In this infantile state of the native mind it costs them nothing to hide their ignorance in the mists of thousands of years when questioned about these rude stones, but their testimony is absolutely worthless, and it is only by processes like those just described that we can hope to arrive at the truth. Among races so unchangeable as some of those existing in India they may carry us back to a time prior to the Christian era with some classes of monuments; but, unless I am very much mistaken, it will be found that all those mentioned in the preceding pages are of comparatively recent date and are members of an unbroken series which continues to the present day.


Comparison of Eastern with Western Dolmens.

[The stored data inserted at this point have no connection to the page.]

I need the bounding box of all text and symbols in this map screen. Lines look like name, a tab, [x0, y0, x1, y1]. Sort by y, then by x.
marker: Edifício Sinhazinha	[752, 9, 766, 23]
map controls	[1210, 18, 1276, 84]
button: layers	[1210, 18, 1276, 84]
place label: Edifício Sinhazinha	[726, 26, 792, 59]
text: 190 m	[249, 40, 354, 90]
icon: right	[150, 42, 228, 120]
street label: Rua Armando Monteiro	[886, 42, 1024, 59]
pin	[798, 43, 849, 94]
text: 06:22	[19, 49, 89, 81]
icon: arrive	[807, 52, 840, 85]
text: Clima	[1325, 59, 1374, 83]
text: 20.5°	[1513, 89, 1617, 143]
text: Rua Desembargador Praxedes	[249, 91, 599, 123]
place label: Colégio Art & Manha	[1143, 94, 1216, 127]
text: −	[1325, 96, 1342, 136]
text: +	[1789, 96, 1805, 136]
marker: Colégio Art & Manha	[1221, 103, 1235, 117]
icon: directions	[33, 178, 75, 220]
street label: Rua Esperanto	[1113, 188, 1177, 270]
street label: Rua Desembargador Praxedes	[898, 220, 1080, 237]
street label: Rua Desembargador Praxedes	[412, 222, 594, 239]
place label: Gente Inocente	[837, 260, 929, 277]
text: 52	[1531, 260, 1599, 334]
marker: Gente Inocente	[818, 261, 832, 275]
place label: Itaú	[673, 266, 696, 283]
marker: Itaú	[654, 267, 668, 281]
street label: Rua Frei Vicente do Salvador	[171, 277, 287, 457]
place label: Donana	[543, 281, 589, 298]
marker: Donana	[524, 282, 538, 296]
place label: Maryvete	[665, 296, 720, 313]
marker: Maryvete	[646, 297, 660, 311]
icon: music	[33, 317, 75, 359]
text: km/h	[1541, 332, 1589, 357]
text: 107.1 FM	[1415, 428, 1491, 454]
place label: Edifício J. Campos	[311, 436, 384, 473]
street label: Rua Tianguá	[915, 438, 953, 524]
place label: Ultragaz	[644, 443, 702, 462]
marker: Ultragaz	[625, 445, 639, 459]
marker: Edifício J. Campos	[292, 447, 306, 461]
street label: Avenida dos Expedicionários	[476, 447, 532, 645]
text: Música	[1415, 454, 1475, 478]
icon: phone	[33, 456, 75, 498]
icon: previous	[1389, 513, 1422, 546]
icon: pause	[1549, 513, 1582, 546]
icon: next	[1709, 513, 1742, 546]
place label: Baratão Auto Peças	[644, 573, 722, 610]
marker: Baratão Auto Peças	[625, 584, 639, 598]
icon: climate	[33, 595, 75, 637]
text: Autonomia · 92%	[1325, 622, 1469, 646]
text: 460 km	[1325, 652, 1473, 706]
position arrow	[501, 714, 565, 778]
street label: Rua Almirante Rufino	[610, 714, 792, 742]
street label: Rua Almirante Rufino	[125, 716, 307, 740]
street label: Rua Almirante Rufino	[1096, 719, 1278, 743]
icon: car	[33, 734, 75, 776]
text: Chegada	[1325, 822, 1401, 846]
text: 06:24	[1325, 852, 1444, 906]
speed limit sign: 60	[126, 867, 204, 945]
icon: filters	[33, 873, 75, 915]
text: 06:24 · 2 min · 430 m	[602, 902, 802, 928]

We are now in a position to approach one of the most interesting, but at the same time most difficult, branches of the inquiry we are engaged upon, which is the connexion, if any, that exists between these Indian rude-stone monuments and those we find in Europe. The difficulties, however, do not appear to be so much inherent in the essence of the subject as in its novelty. It has never fairly been approached by any modern writer, and would consequently require an amount of illustration incompatible with such a work as this to make it clear, or, on the other hand, it is necessary to assume an amount of information on the part of the public which it is feared hardly anywhere exists.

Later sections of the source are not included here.